- **THE TASK**
What lines in the material hold the string "JSON"? Copy out each of them.

- **SUPPLIED DATA**
========================
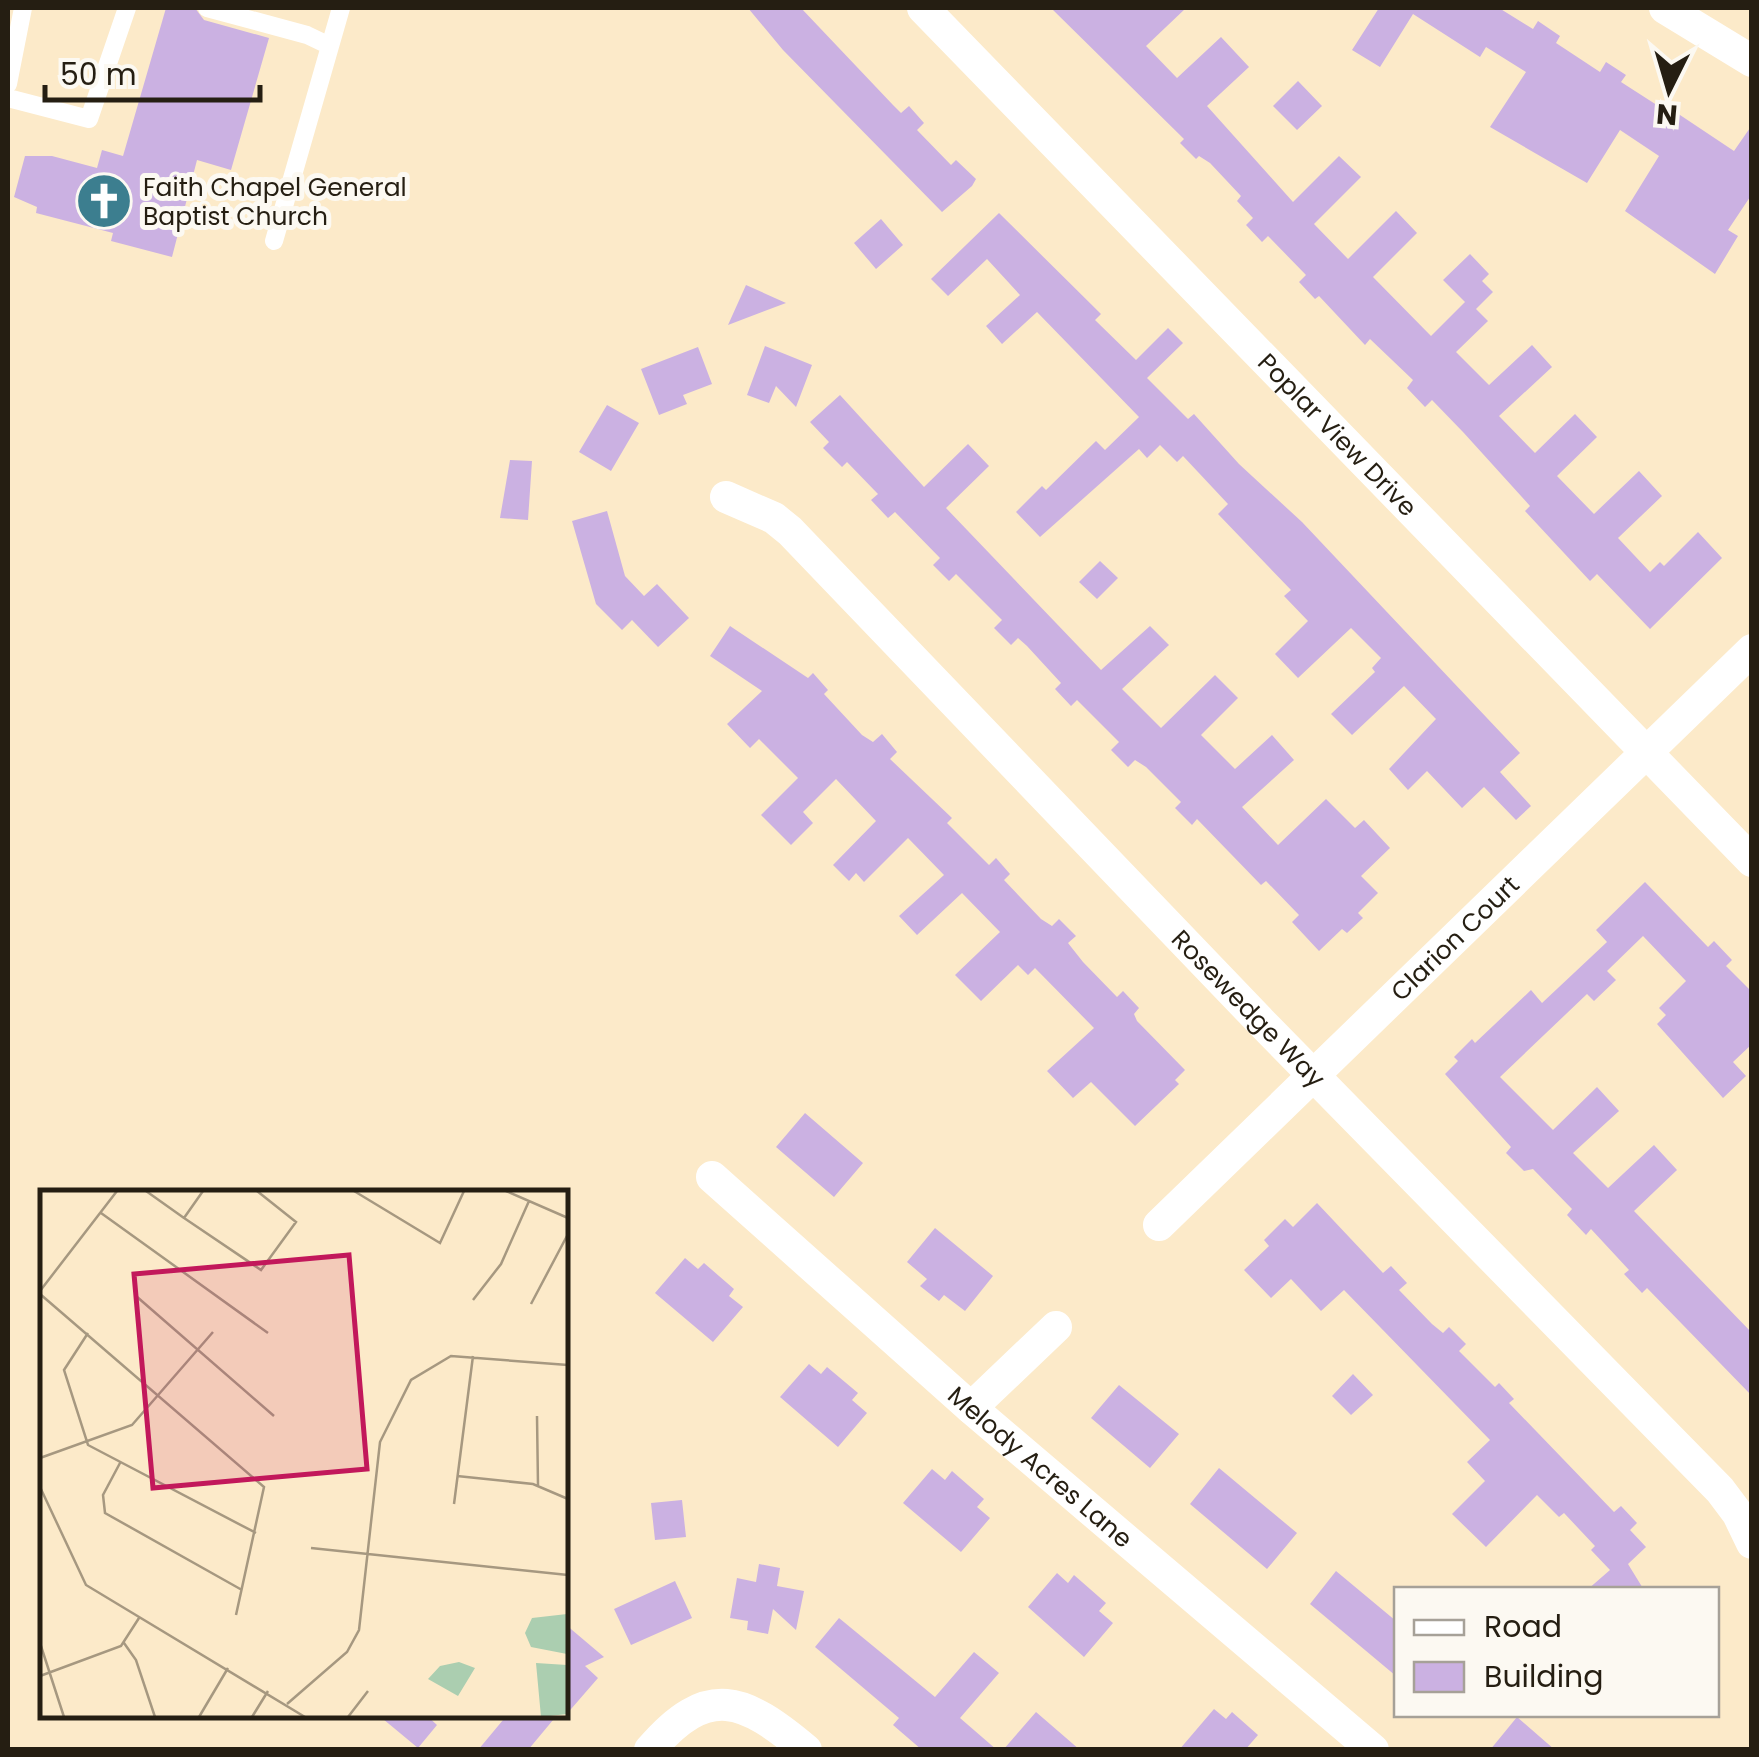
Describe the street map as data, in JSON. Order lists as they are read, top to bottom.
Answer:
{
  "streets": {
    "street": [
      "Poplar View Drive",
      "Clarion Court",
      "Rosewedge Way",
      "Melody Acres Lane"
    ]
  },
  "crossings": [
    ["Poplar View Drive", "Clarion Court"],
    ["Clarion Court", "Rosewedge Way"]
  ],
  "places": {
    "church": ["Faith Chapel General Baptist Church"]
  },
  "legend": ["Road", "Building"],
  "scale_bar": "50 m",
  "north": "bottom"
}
========================
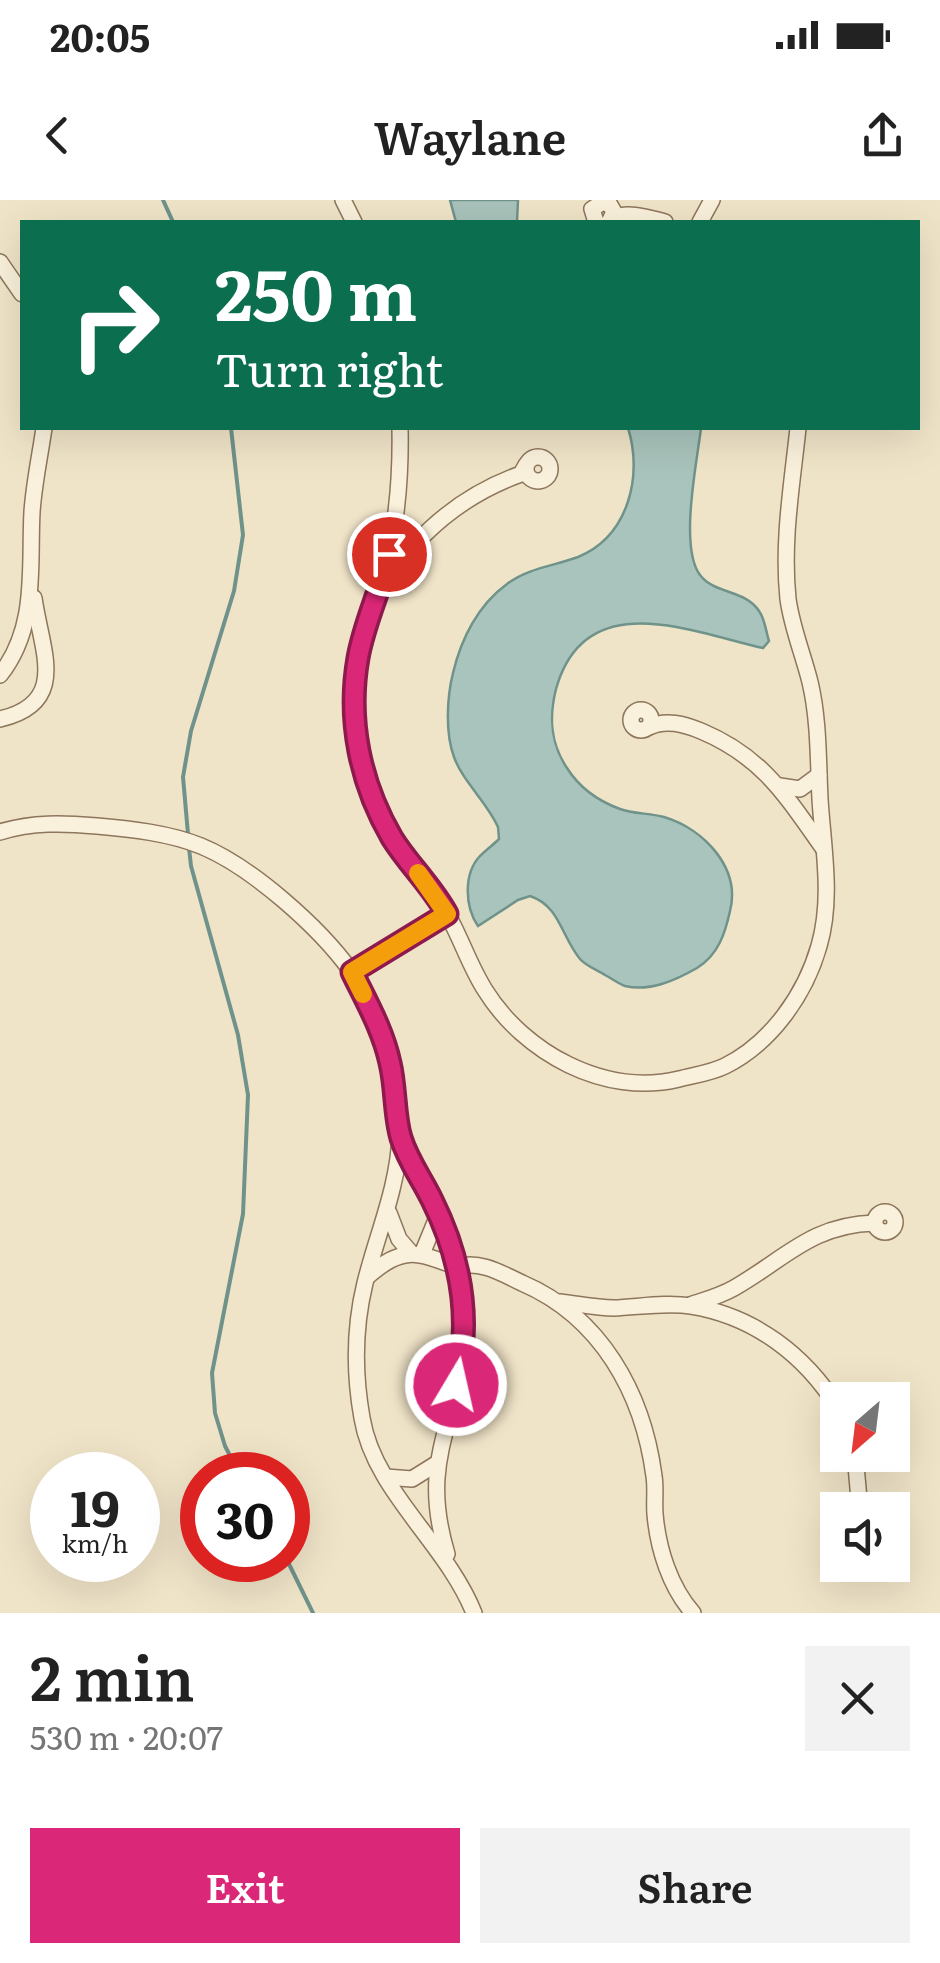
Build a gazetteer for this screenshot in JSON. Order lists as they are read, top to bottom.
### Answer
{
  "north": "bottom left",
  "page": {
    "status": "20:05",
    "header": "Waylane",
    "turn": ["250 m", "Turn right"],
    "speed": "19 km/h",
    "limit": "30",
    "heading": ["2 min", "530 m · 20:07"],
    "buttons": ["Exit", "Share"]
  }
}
========================
- **TASK SOLUTION**
Describe the street map as data, in JSON. Order lists as they are read, top to bottom.
Build a gazetteer for this screenshot in JSON. Order lists as they are read, top to bottom.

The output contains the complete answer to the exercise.